UKRAINE TO REQUIRE FOREIGN PASSPORTS FOR TRAVEL TO RUSSIA, BELARUS. Viktor Kyryk, head of the Consular Department at the Foreign Ministry, has announced that people traveling between Ukraine, Russia, and Belarus will require passports in the near future, the "Eastern Economist Daily" reported on 25 July. Kyryk noted that this requirement is intended to reinforce control over the border. Currently, there is no formal passport control at Ukraine's borders with Belarus and Russia, and Ukrainians can visit those countries using only internal passports or other identity cards. JM

U.S. JUDGE DENIES BAIL FOR UKRAINIAN EX-PREMIER. A U.S. judge on 25 July denied bail for former Ukrainian Premier Pavlo Lazarenko, who is in a federal prison outside San Francisco and is accused of money-laundering. The judge said Lazarenko might attempt to flee the country rather than stand trial on charges of laundering the $114 million that he allegedly received in bribes while serving as Ukraine's prime minister. JM

TURKMENISTAN, UKRAINE RESOLVE GAS DEBT DISPUTE. During talks in Ashgabat on 25 July with visiting Ukrainian Deputy Premier Yuliya Timoshenko, Turkmenistan's President Saparmurat Niyazov agreed to extend by two years the deadline for repayment of Kyiv's restructured debt for deliveries of natural gas in 1993-1994, Interfax reported. One third of the total $211 million debt must be paid in cash before the end of 2002, and the remainder in goods and services for Turkmenistan's oil and gas sector. In addition, before the end of this year Ukraine will pay $27 million out of a total $107 million owed to Turkmenistan by Naftohaz Ukrainy. It is not clear whether agreement was also reached on further Ukrainian purchases of Turkmen gas or when deliveries, which were halted in May 1999, will be resumed. LF

An article in a Russian government newspaper suggests that Moscow may be preparing to launch a new campaign to force Georgian President Eduard Shevardnadze to become more cooperative with the Russian Federation.

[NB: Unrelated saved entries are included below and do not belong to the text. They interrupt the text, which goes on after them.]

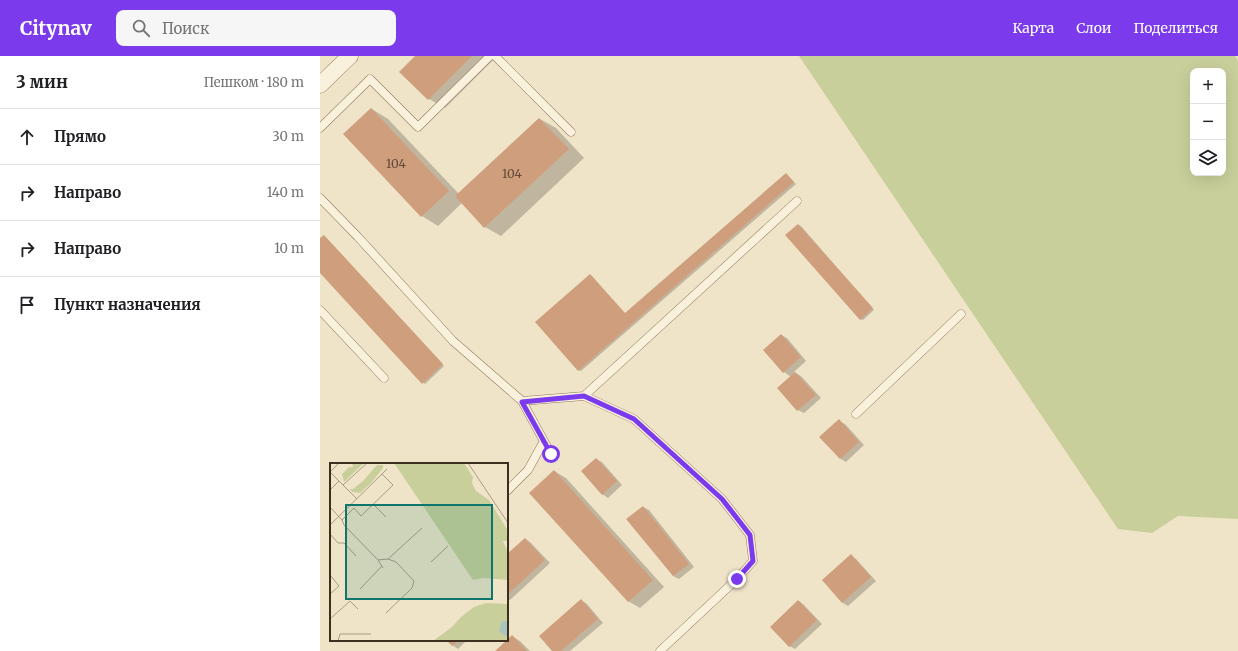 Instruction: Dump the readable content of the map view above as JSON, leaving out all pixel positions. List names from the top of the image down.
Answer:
{
  "house_numbers": ["104", "104"],
  "page": {
    "header": "Citynav",
    "search": "Поиск",
    "nav": ["Карта", "Слои", "Поделиться"],
    "heading": ["3 мин", "Пешком · 180 m"],
    "map_buttons": ["+", "−"],
    "list": [
      ["Прямо", "30 m"],
      ["Направо", "140 m"],
      ["Направо", "10 m"],
      "Пункт назначения"
    ]
  }
} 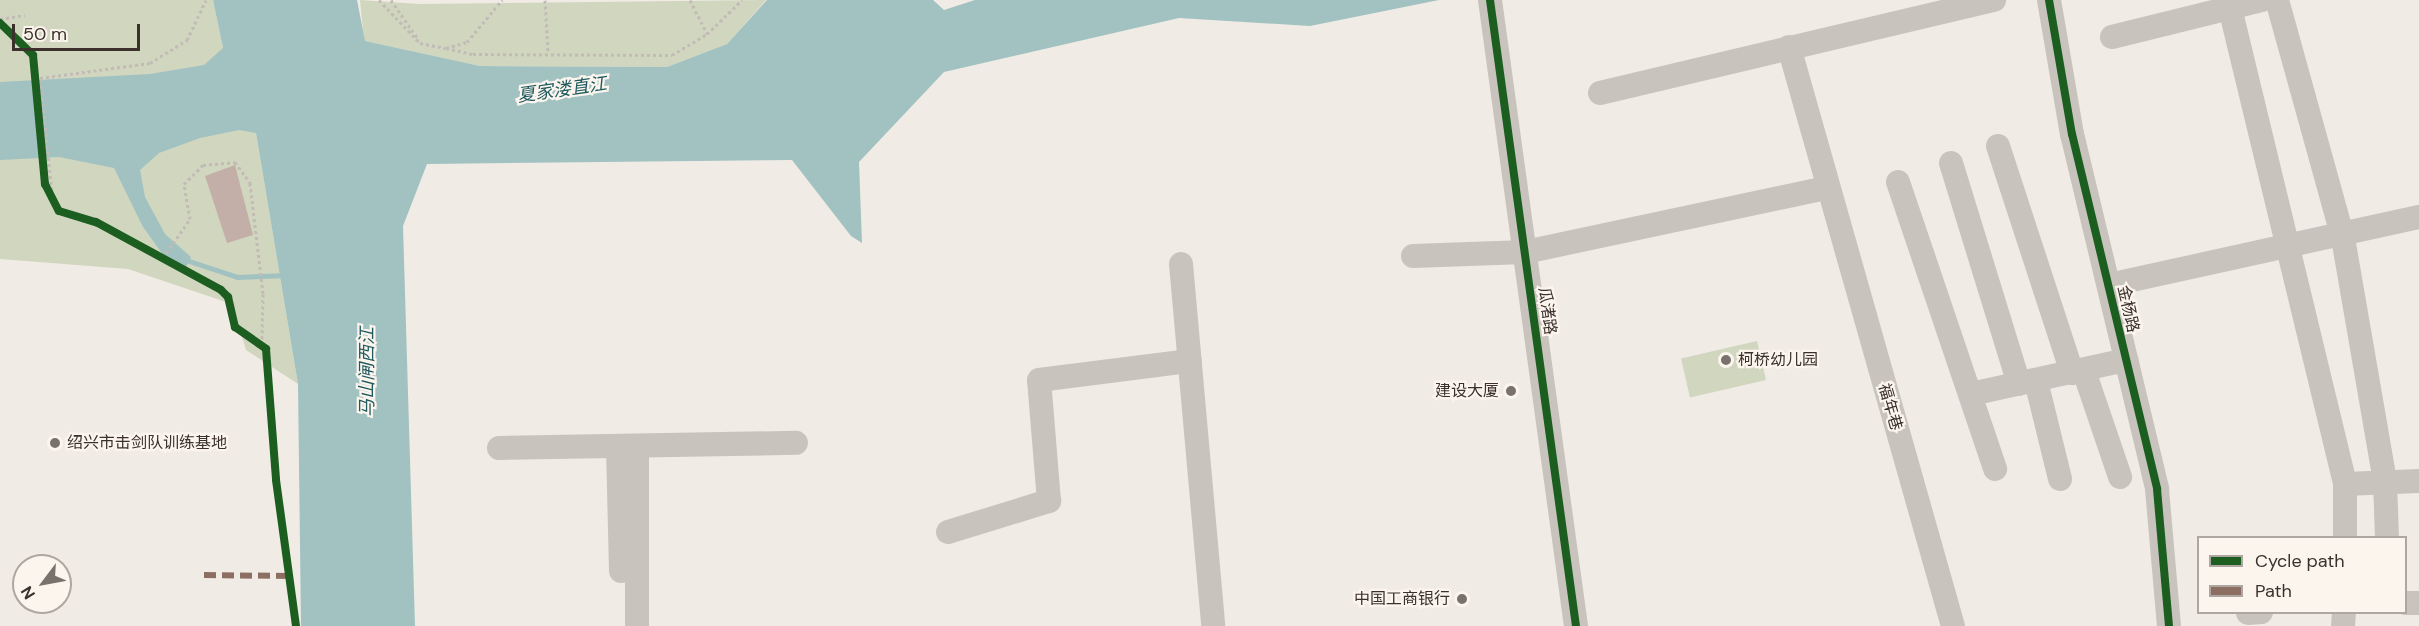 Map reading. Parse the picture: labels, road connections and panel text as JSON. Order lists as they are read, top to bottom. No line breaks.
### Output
{"streets":{"street":["金杨路","瓜渚路","福年巷"]},"water":["夏家溇直江","马山闸西江"],"places":["柯桥幼儿园","建设大厦","绍兴市击剑队训练基地","中国工商银行"],"legend":["Cycle path","Path"],"scale_bar":"50 m","north":"bottom left"}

The Russian military newspaper "Krasnaya zvezda" on 25 July sharply criticized the Georgian government for allowing a Chechen information center to operate in Tbilisi, a story picked up and given broader circulation by the ITAR-TASS news agency. The newspaper said that Moscow had officially protested the existence of this center but that Georgia had ignored Russia's demand that the Chechen center be closed.

This Russian complaint is part of a broader effort by Moscow to seek the closure of pro-Chechen organizations around the world. In the last few weeks alone, the Russian authorities have criticized Ukraine, the U.S. and other countries for allowing unofficial Chechen representations to operate in their capitals. Indeed, Russian criticism of Tbilisi on this point appears to be part of a larger campaign--some of it in public, like the latest Moscow article, and some of it through diplomatic channels--against the independent approach Shevardnadze has shown in his dealings with Moscow and the Russian-sponsored Commonwealth of Independent States.

Since returning to Georgia in 1992, Shevardnadze has sought closer relations with the West, something many in Moscow view as an effort to distance his country from Russia. He has also promoted pipeline routes like Baku-Ceyhan and organizations like GUUAM (a trade and security grouping comprising Georgia, Ukraine, Uzbekistan, Azerbaijan, and Moldova), both of which Moscow opposes and has tried to disrupt.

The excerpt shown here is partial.